Why This Moment In Cybersecurity Needs Hackers To Protect All Software
Originally published in Security Magazine
When the pandemic hurled us into a cybersecurity crisis, there were some who held out hope that things would eventually return to normal. By now, we know those hopes were misguided, and the picture has only grown darker with time. According to the World Economic Forum, cybercrime now poses the greatest threat to businesses today. Populations of entire countries are at heightened risk, with Microsoft finding that nation-states are increasingly targeting critical infrastructure. Today's digital threat actors have attained a degree of sophistication and savvy that has boggled cybersecurity veterans, who are struggling to keep up with their advanced and increasingly destructive methods.
Given this pressure to compete with cybercriminals, you’d expect organizations to make eager use of every cybersecurity tool at their disposal. And yet countless organizations continue to ignore one of the most effective and time-tested cybersecurity tools we have: the ethical hacker.
By 2023, I’d have hoped the global hacker community would be a widely accepted, routine part of every company's cybersecurity toolkit—as mundane and uncontroversial as firewalls or security hygiene training. After all, hackers have been a respectable part of the cybersecurity world for nearly 30 years now, ever since Netscape pioneered the first bug bounty program in 1995. In the years since, companies like Microsoft, Facebook, and Google have all implemented—and doubled down on—their own hacker-driven programs.
These tech giants are not the kinds of organizations known for willingly putting themselves at risk. Neither, for that matter, is the U.S. Department of Defense (DoD), which, over the years, has received more than 46,000 actionable vulnerability reports from a worldwide community of nearly 5,000 hackers. We are talking about some of the best-advised, best-fortified, most technologically advanced organizations, staffed by intelligent people who are highly incentivized not to screw things up for their employers.
Hackers are good enough for them. So why, after all this time, are so many still hesitant to trust hackers?
On one level, it's a branding problem: for too many, the term “hacker” still brings to mind people with malicious intent. However, given how much hackers have contributed to the safety of our current cybersecurity landscape, to perpetuate this outdated image in 2023 is no longer just misinformed, it hinders the future safety of the internet.
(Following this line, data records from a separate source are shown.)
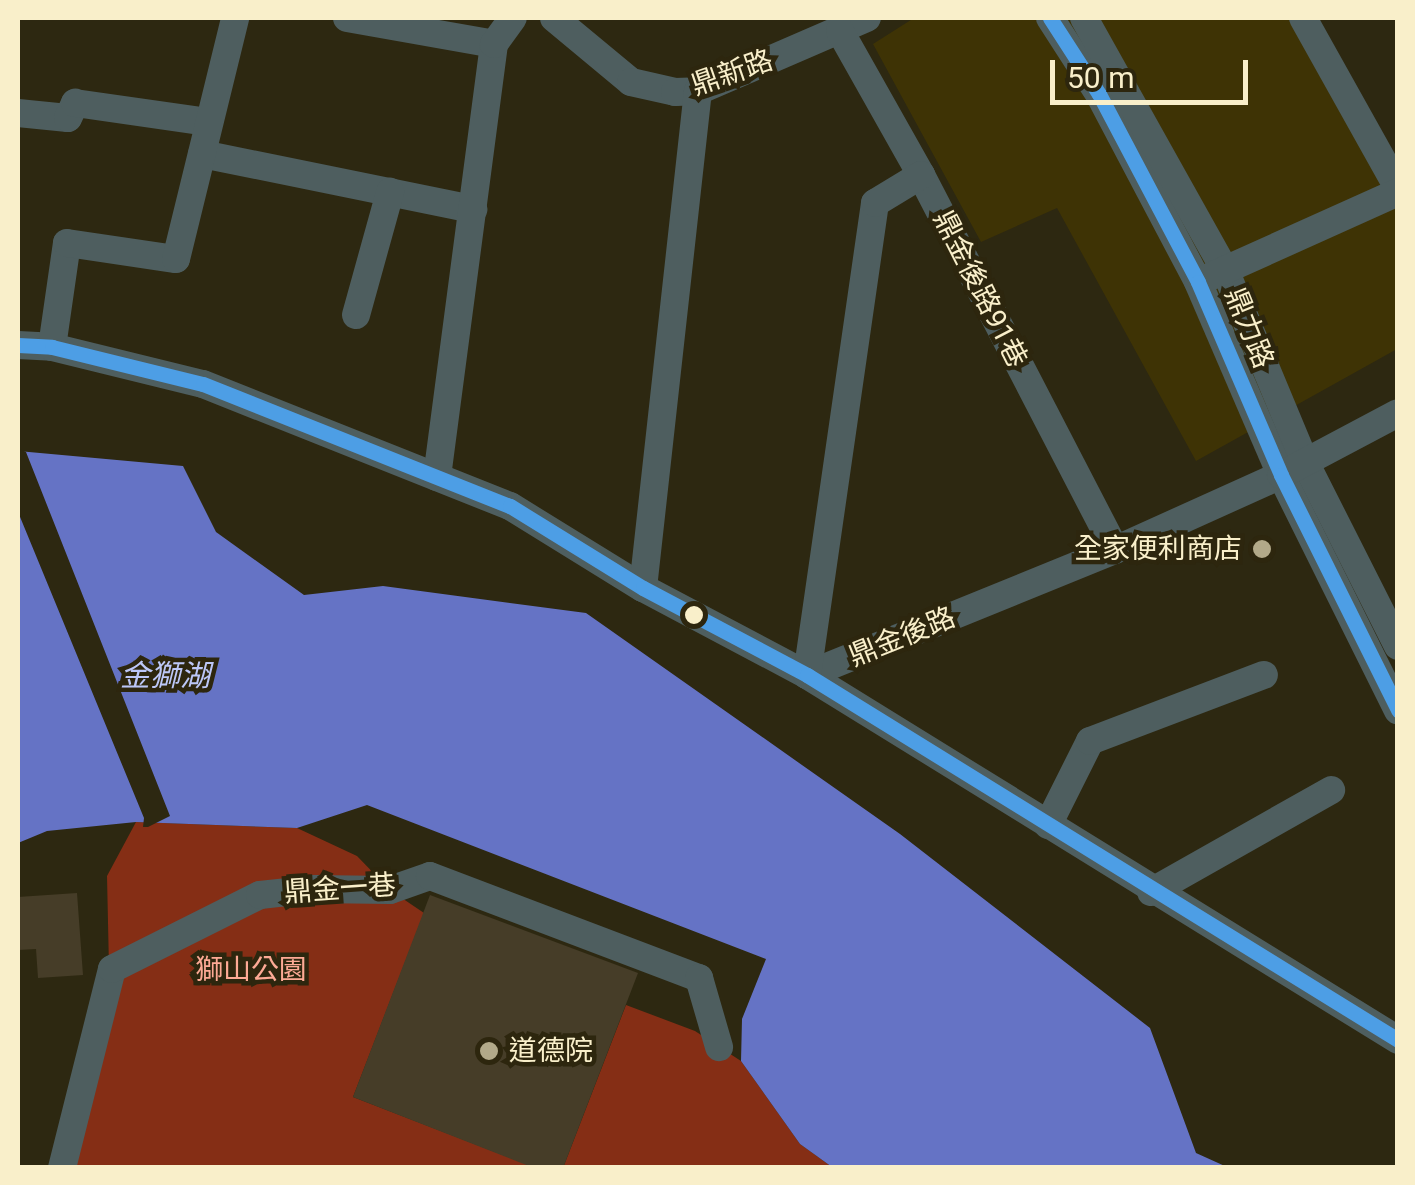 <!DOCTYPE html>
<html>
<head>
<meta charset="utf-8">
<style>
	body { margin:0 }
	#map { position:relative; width:1415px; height:1185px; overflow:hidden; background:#2d2811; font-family:Roboto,"Noto Sans TC",sans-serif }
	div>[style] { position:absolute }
	.built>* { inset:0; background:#3e3305 }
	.green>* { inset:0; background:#852e15 }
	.water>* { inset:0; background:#6573c5 }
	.pier>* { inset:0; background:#2d2811 }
	.building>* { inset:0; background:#463d28 }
	.minor>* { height:28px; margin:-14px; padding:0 14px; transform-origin:14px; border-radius:14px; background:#4e5e5f }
	.bus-1>* { height:15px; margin:-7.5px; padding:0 7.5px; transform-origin:7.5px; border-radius:7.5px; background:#4d9ee5 }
	.dots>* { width:28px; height:28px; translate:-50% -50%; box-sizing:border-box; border:5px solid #2d260e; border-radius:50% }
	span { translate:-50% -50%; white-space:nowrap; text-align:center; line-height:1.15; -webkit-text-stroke:9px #2d260e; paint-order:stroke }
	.street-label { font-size:28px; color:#f9efca }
	.poi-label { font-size:28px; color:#f9efca }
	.right { translate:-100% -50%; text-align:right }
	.left { translate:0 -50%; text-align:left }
	.park-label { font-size:28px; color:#fdaa95 }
	.water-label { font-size:30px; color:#bcc7f7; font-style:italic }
	.frame { position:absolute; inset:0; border:20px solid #f9efca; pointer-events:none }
	.scale { position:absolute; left:1050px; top:60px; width:198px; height:45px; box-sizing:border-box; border:5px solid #f9efca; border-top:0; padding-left:12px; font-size:30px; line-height:35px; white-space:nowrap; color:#f9efca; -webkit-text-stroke:8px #2d260e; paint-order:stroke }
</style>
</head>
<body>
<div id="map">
	<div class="built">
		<div style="clip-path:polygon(914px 18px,1309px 18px,1397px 165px,1397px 349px,1196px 461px,1057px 208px,981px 242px,873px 44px)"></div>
	</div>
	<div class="green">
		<div style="clip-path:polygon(136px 822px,297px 828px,357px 856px,390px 890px,424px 913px,353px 1097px,534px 1167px,75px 1168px,110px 1015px,107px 876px)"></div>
		<div style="clip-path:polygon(626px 1005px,695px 1031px,741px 1061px,800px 1144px,832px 1167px,563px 1168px)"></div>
	</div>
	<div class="water">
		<div style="clip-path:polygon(18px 451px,183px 466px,216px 532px,304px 595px,383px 586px,586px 613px,900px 834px,1150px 1028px,1196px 1153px,1227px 1167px,832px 1167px,800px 1144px,741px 1061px,742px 1019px,766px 959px,367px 805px,297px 828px,136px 822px,47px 831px,18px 843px)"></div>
	</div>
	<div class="pier">
		<div style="clip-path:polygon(18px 448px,26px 452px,170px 816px,148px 827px,143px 827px,144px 818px,18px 512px)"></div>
	</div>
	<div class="building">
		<div style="clip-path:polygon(77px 893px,83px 975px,38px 978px,36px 949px,18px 950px,18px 897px)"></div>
		<div style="clip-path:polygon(430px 895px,638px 973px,563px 1168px,534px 1168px,353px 1097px)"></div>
	</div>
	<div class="minor">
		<div style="left:347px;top:18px;width:149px;rotate:10deg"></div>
		<div style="left:554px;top:18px;width:100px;rotate:39.7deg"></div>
		<div style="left:631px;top:82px;width:45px;rotate:12.8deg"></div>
		<div style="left:675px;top:92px;width:23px;rotate:-2deg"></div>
		<div style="left:698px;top:91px;width:184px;rotate:-23.4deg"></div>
		<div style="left:1050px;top:18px;width:90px;rotate:57.2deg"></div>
		<div style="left:1099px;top:94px;width:212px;rotate:62.2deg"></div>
		<div style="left:1198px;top:282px;width:210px;rotate:66.7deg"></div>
		<div style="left:1281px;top:475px;width:263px;rotate:63.6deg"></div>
		<div style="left:1084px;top:18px;width:289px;rotate:60.8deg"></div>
		<div style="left:1225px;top:270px;width:208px;rotate:67.4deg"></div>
		<div style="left:1305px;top:462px;width:206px;rotate:63.2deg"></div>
		<div style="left:1303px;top:18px;width:195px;rotate:60.8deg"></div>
		<div style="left:840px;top:31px;width:165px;rotate:60.6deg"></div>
		<div style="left:921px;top:175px;width:422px;rotate:62.6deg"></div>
		<div style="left:18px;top:113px;width:50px;rotate:5.7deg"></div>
		<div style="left:68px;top:118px;width:17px;rotate:-65deg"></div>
		<div style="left:75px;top:103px;width:135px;rotate:8.1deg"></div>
		<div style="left:202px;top:154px;width:277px;rotate:11.5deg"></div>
		<div style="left:1207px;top:278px;width:209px;rotate:-24.2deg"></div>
		<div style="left:356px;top:315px;width:128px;rotate:-74.5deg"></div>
		<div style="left:18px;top:345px;width:34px;rotate:3deg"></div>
		<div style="left:52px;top:347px;width:155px;rotate:13.8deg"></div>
		<div style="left:203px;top:384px;width:330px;rotate:21.7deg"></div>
		<div style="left:510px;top:506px;width:156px;rotate:31.7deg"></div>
		<div style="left:643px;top:588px;width:186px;rotate:27.9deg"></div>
		<div style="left:807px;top:675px;width:695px;rotate:31.7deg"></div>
		<div style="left:52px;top:347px;width:105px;rotate:-81.8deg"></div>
		<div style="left:67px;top:243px;width:110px;rotate:8.4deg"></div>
		<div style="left:176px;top:259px;width:248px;rotate:-76.2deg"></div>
		<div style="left:437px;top:477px;width:437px;rotate:-82.5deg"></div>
		<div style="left:494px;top:44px;width:32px;rotate:-54deg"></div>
		<div style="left:643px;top:588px;width:500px;rotate:-83.69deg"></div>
		<div style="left:807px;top:675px;width:332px;rotate:-22.1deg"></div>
		<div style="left:1115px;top:550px;width:182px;rotate:-24.3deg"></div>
		<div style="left:1281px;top:475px;width:132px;rotate:-27.9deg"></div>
		<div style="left:807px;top:675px;width:477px;rotate:-81.8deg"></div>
		<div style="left:875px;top:203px;width:54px;rotate:-31.3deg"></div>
		<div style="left:1048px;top:825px;width:94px;rotate:-63.4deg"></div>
		<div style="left:1090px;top:741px;width:186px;rotate:-20.8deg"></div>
		<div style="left:1151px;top:892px;width:207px;rotate:-29.5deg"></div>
		<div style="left:62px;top:1168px;width:205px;rotate:-75.9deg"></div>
		<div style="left:112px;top:969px;width:165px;rotate:-26.6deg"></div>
		<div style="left:260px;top:895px;width:54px;rotate:-6.3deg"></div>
		<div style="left:314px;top:889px;width:76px;rotate:0.8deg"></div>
		<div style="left:390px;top:890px;width:42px;rotate:-19.3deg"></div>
		<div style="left:430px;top:876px;width:288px;rotate:20.8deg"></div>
		<div style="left:699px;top:978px;width:72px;rotate:73.8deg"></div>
	</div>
	<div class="bus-1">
		<div style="left:1050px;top:18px;width:90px;rotate:57.2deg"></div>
		<div style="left:1099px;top:94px;width:212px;rotate:62.2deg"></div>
		<div style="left:1198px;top:282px;width:210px;rotate:66.7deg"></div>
		<div style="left:1281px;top:475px;width:263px;rotate:63.5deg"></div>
		<div style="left:18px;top:345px;width:34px;rotate:3deg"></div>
		<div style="left:52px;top:347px;width:155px;rotate:13.8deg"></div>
		<div style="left:203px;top:384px;width:330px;rotate:21.7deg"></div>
		<div style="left:510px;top:506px;width:156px;rotate:31.7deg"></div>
		<div style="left:643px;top:588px;width:186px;rotate:27.9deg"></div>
		<div style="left:807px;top:675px;width:695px;rotate:31.7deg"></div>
	</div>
	<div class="dots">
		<div style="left:1262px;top:549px;background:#b2a989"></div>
		<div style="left:694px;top:615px;background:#f9efca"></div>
		<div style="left:489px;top:1051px;background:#b2a989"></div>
	</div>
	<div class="street-label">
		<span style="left:732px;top:73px;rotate:-19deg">鼎新路</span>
		<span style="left:980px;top:289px;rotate:63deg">鼎金後路91巷</span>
		<span style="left:1249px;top:328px;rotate:68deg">鼎力路</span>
		<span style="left:902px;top:637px;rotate:-22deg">鼎金後路</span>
		<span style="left:340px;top:889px;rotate:-4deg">鼎金一巷</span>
	</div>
	<div class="poi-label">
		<span class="right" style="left:1242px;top:549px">全家便利商店</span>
		<span class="left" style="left:509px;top:1051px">道德院</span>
	</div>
	<div class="park-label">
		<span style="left:251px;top:970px">獅山公園</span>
	</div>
	<div class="water-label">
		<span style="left:165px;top:676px">金獅湖</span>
	</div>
	<div class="frame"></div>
	<div class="scale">50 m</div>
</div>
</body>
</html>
As Gartner has pointed out, cybersecurity programs must be human-centric, or else they will fail.
Put otherwise: companies that don't make use of hackers are putting themselves at higher risk.
Why hackers thrive where technology fails
You can't plan for the things you can't know in advance. Yes, every sensible company tests its code before production, but many security vulnerabilities don't exist until the code is actually deployed—until it's really out there in the world. Allowing an outdated fear of hackers to prevent you from getting a comprehensive picture of your security vulnerabilities is fundamentally irrational—and self-defeating. Real-life testing—the kind only hackers can offer—is indispensable. You simply cannot get the same results from any other method.
Secondly, there's the human element to consider: where testing software can only find known unknowns, humans are gifted with the ingenuity to find the unknown unknowns, the vulnerabilities you wouldn’t even know to look for in the first place. And because these hackers are not part of your organization—because they're coming in from the outside, their sight is unclouded by the bias that builds from working on the same product month after month, year after year. This is no small thing in light of the fact that 95% of applications or systems have at least one vulnerability.
But potential bias isn't the only in-house limitation. There is also the fact that, owing at least in part to the ongoing IT skills gap, most companies do not have the personnel to accommodate the kinds of continuous testing that true safety requires. The supply of hackers, on the other hand, is nearly unlimited—the worldwide community is so large that testing can be conducted continuously by a wide range of experts equipped with different yet complementary skill sets.
Hackers get results
The potential results here are far from abstract.
For one thing, hackers will inevitably surface vulnerabilities that are unfindable by any other method. Also, hackers won’t inundate your IT teams with irrelevant and distracting false positives, which are endemic to most cybersecurity programs.
Fewer and fewer companies are still holding out on hackers: by now, their indispensability to security practices is the common consensus. According to a survey HackerOne conducted at RSA, 88% of cybersecurity professionals believe that ethical hackers can have a positive impact on cybersecurity. Among those holdouts, you continue to hear one common concern—namely, that these places don't want to have to deal with finding and coordinating the relevant hackers. But this concern, too, is outmoded, as many companies now exist that can take care of all of this work for them.
All this would be important even if things were relatively calm in the world of cybersecurity. Cybercrime has entered its steroid era: the enemy is stronger than ever, and even a moment's lapse in vigilance can spell disaster for a company. If hackers were just a third as effective as long experience has demonstrated them to be, it would be malpractice not to make use of them. Hackers’ research and responsible reporting has managed to avert thousands of crises over the years and continue to do so. Don’t let false, obsolete notions about hackers imperil your company’s safety.